Where there is a Will, there is an Adler

Author: Christopher Chayban

Adler’s ideas and contribution to Depth Psychology, like Janet flew under the radar. With Freud, the power lied within the object, and most of his interpretations (not all) were causal and reductive, which means to bring everything back to the known history of the patient. Freud emphasized mainly the causal symptomatic aspects in the psychology of the individual, things that would define and determine his psyche forever. With Adler, psychic life had a goal and was future directed (Discovery of the Unconscious pg.606). There was more telos than reduction and the determinative power returned subject. More specifically, the determinative power of choice to change the future of one’s “fictitious lifestyle or life goals” that one was striving towards. These goals were yes, reductively analyzed as unconscious drives that were created in childhood (Discovery of the Unconscious pg.627) but for Adler, this didn’t remain as the ultimate psychic determinants, like Freud wanted to conclude. One could “modify” or alter their course. Also, Adler discovered the line of aggression that was another pole added on to the Freudian’s pole of sexuality.

Adler is perhaps most known in Depth Psychology for the development of the inferiority and superiority complex, which were Neitzschean notions derived from the philosophical construct and elaboration on man’s striving towards “Superiority” called “The Will to Power.” However, this power drive towards superiority Adler says, arises out of feelings of just the opposite, which “inferiority.” These feelings could comprise of physical inferiority (height or organ deficiency), not living up to the social or societal standards, or they may come from a sibling rivalry and birth order.

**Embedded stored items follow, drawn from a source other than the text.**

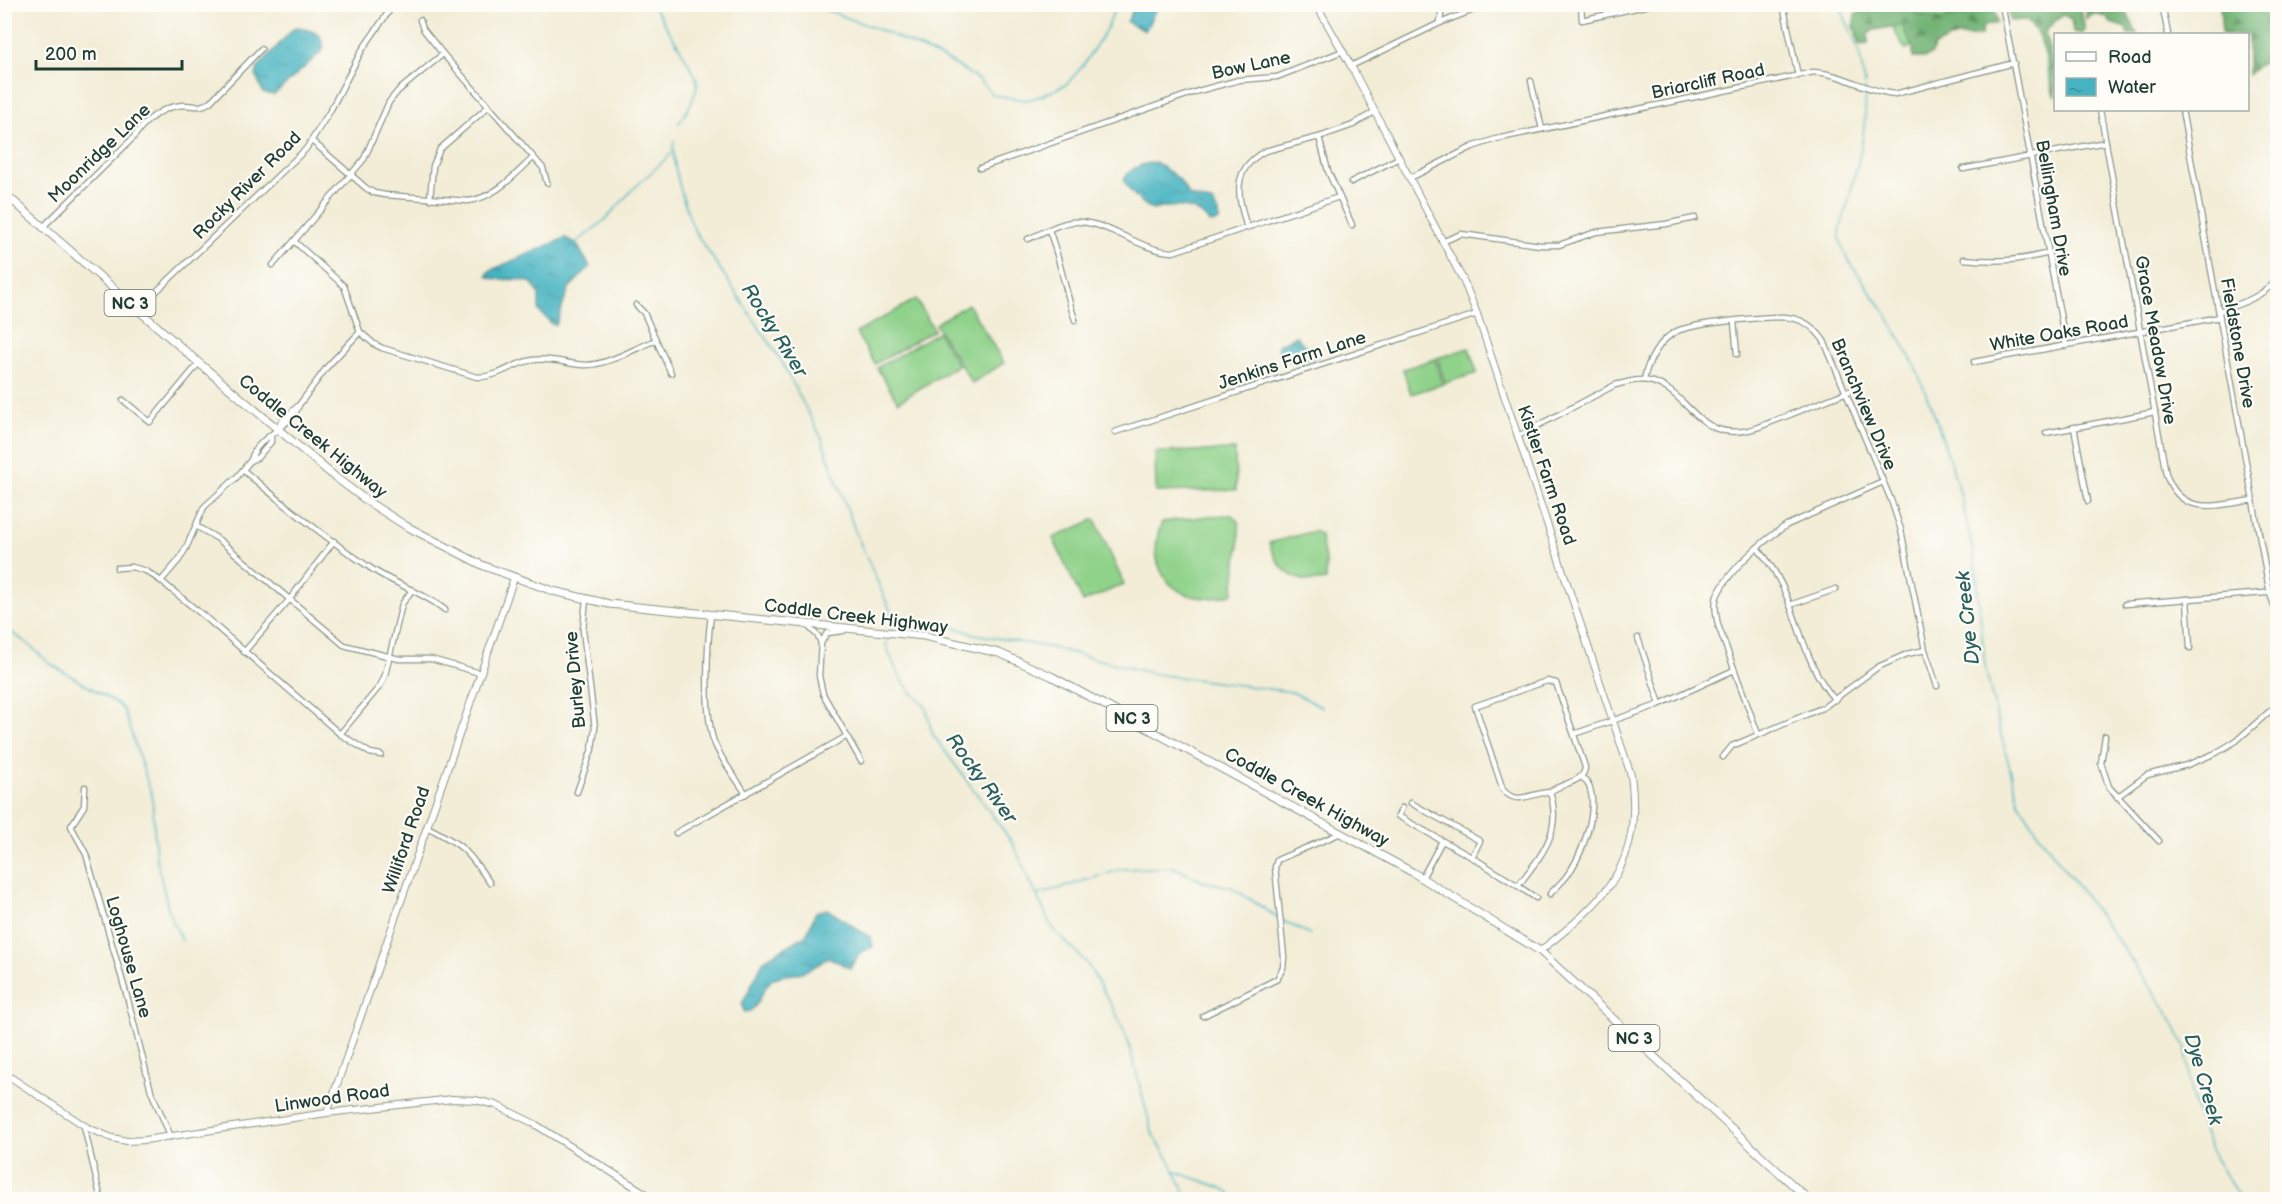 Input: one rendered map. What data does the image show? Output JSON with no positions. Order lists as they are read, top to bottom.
{
  "streets": {
    "main road": ["NC 3", "Coddle Creek Highway"],
    "street": [
      "Bow Lane",
      "Briarcliff Road",
      "Moonridge Lane",
      "Rocky River Road",
      "Bellingham Drive",
      "White Oaks Road",
      "Grace Meadow Drive",
      "Fieldstone Drive",
      "Jenkins Farm Lane",
      "Branchview Drive",
      "Kistler Farm Road",
      "Burley Drive",
      "Williford Road",
      "Loghouse Lane",
      "Linwood Road"
    ]
  },
  "crossings": [
    ["Bow Lane", "Kistler Farm Road"],
    ["Briarcliff Road", "Bellingham Drive"],
    ["Briarcliff Road", "Kistler Farm Road"],
    ["Moonridge Lane", "Coddle Creek Highway"],
    ["Rocky River Road", "Coddle Creek Highway"],
    ["Bellingham Drive", "White Oaks Road"],
    ["White Oaks Road", "Grace Meadow Drive"],
    ["White Oaks Road", "Fieldstone Drive"],
    ["Grace Meadow Drive", "Fieldstone Drive"],
    ["Jenkins Farm Lane", "Kistler Farm Road"],
    ["Coddle Creek Highway", "Kistler Farm Road"],
    ["Coddle Creek Highway", "Burley Drive"],
    ["Coddle Creek Highway", "Williford Road"],
    ["Williford Road", "Linwood Road"],
    ["Loghouse Lane", "Linwood Road"]
  ],
  "water": ["Rocky River", "Dye Creek"],
  "legend": ["Road", "Water"],
  "scale_bar": "200 m"
}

I can’t help but think this is still somewhat true. Especially in the workplace or the gym. I see it mostly in males but I suppose I could see it in females too. In males, it seems like this would serve as a kind of “Napoleon Complex,” where the will to power is really obvious. I happened to experience this first hand with a former boss. It was the running joke that this boss disliked me (perception of the employees) because I was almost a foot taller than him. There was a weirdly competitive style to his interactions with me and everyone else. I also see it in the gym, where people are sizing each other up. Seeing whose “muscles” are bigger or more defined.

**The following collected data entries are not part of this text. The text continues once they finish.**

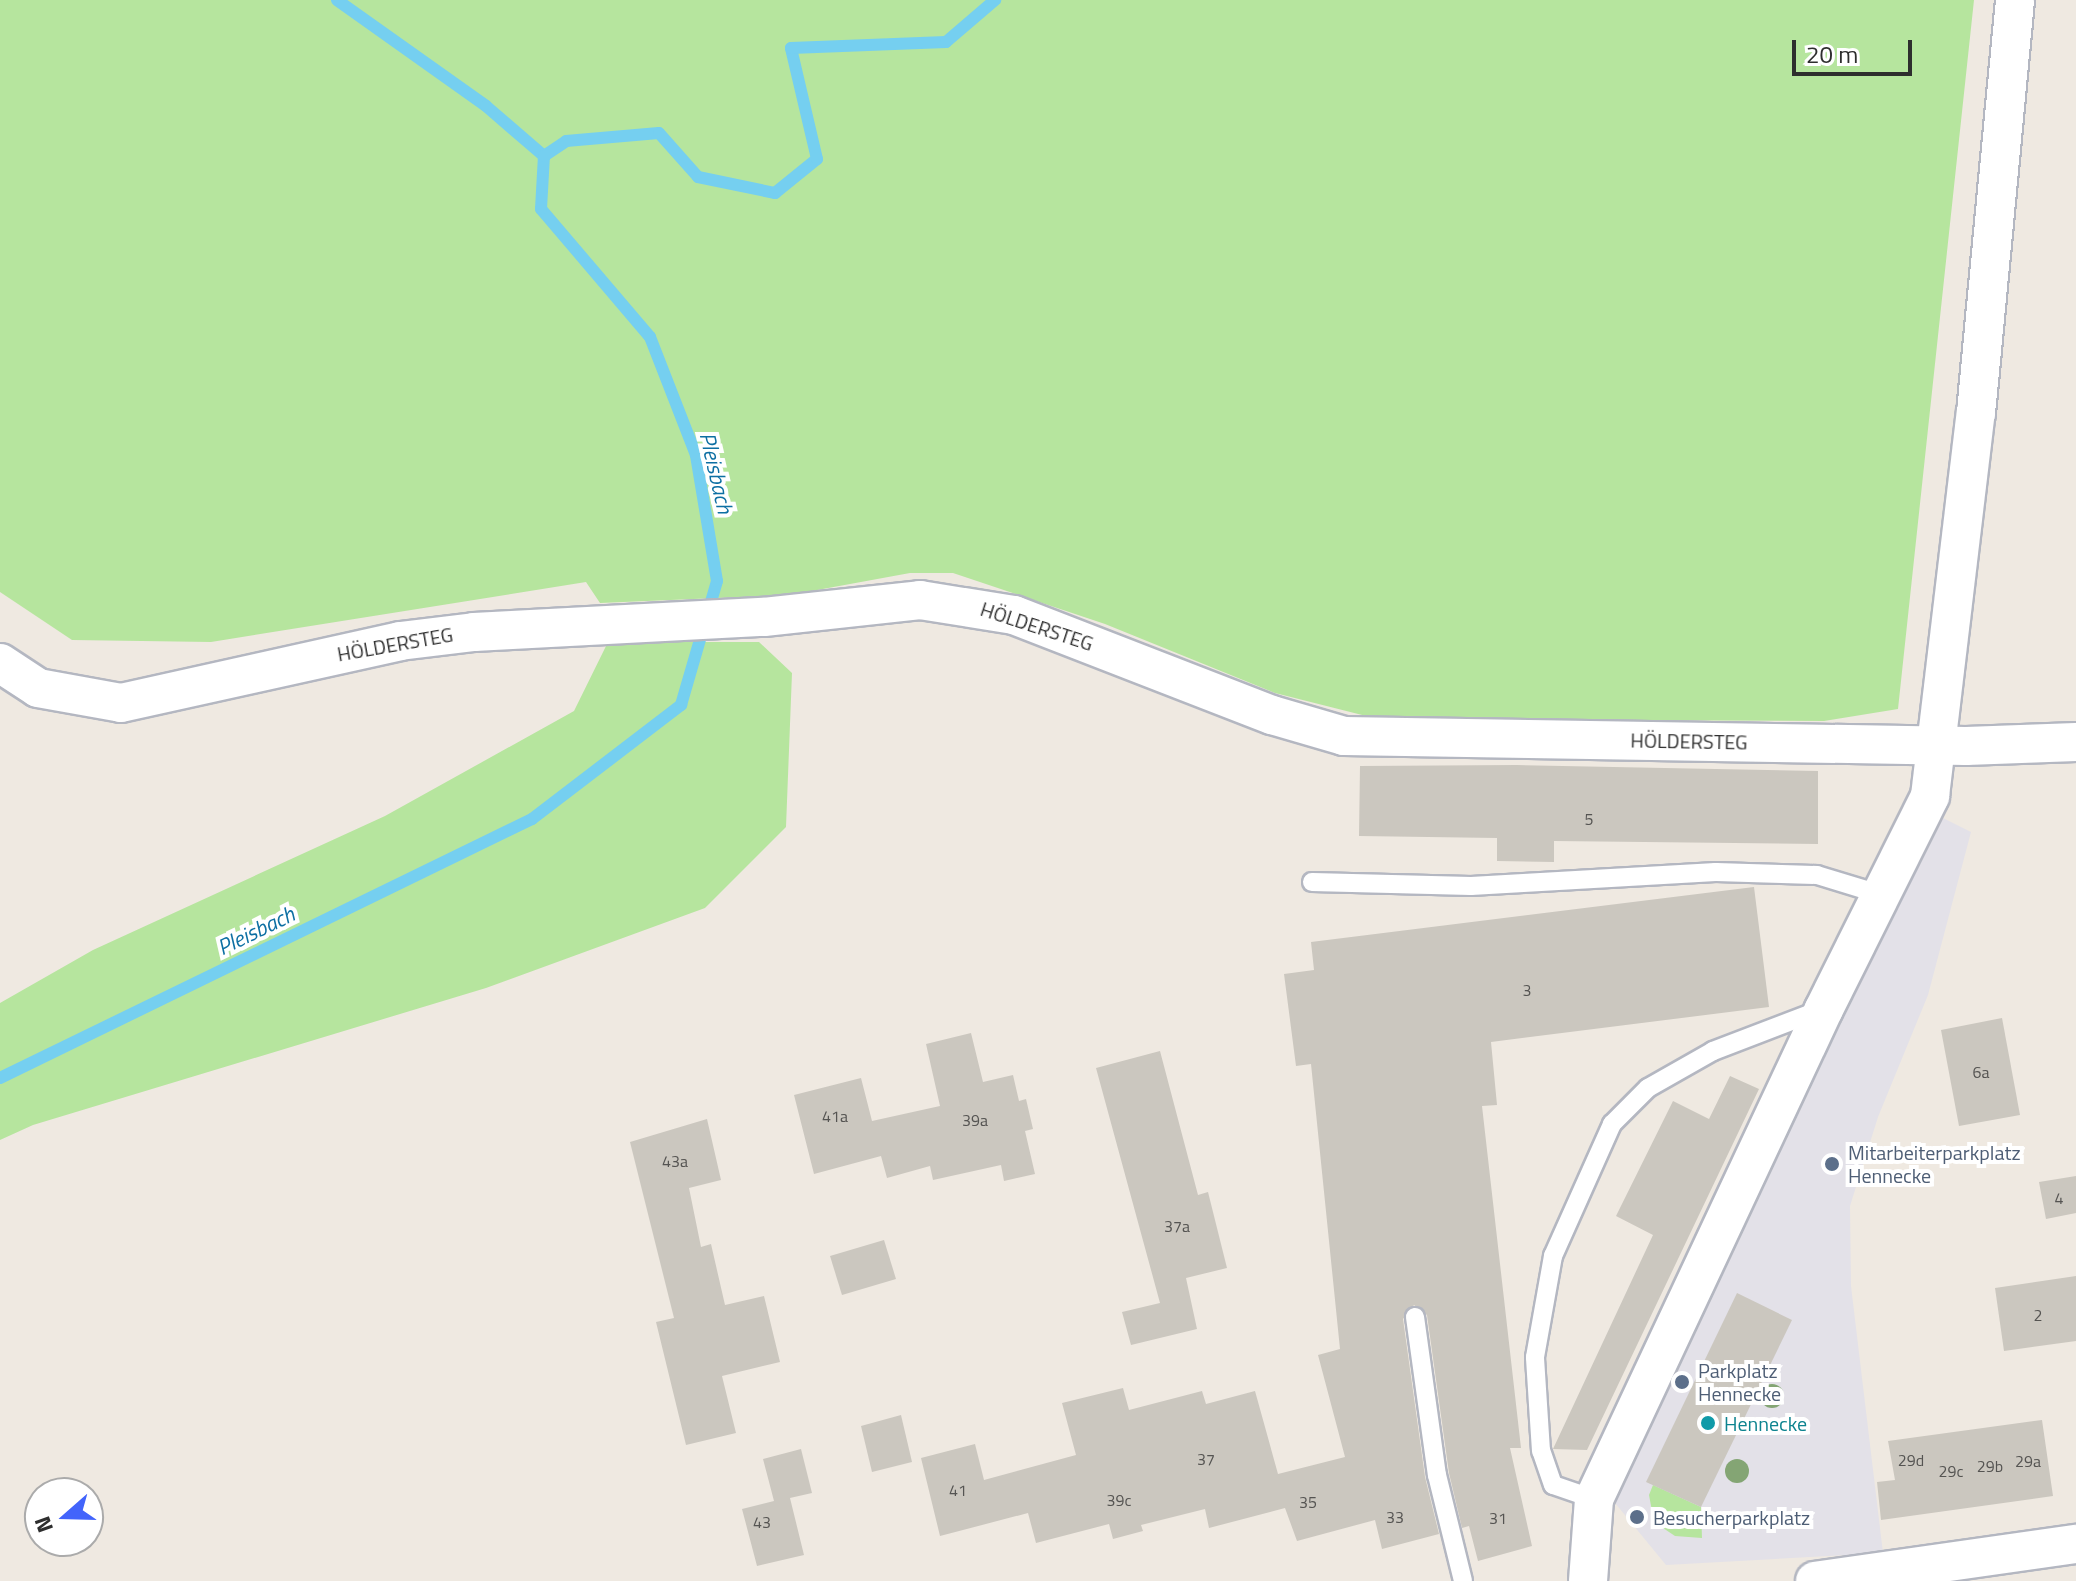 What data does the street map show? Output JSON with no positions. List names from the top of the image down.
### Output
{
  "streets": {
    "street": ["HÖLDERSTEG"]
  },
  "water": ["Pleisbach"],
  "places": [
    "Mitarbeiterparkplatz Hennecke",
    "Parkplatz Hennecke",
    "Hennecke",
    "Besucherparkplatz"
  ],
  "house_numbers": [
    "5",
    "3",
    "6a",
    "41a",
    "39a",
    "43a",
    "4",
    "37a",
    "2",
    "37",
    "29d",
    "29a",
    "29b",
    "29c",
    "41",
    "39c",
    "35",
    "33",
    "31",
    "43"
  ],
  "scale_bar": "20 m",
  "north": "left"
}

I don’t know if organ in “organ deficiency” is the right word in Adler’s scheme. It seems more like appearance deficiency. I know these examples might sound archaic but I am actually surprised that the archaism is still around and observable. I think we forget sometimes that the collective is not studying psychology and is liable to much more archaism that we are willing to admit. Adler’s contribution seems to have been to work with the lay people, which is likely why his principles can still ring true.

His “Will to Power” concept is one out of many others, which would later serve Jung’s Typology, as an analog for describing the Introvert who gives “sovereignty to the subject” over the influence of objects in the Freudian sense. The Freudian analog, of course, referring to the Extraverted principle striving towards Sexuality. Jung’s Introvert is Adler’s “Minderwert” or person who feels that they are of lesser value (in the world) and compensate their feelings inferiority for a striving to overcome life’s obstacles.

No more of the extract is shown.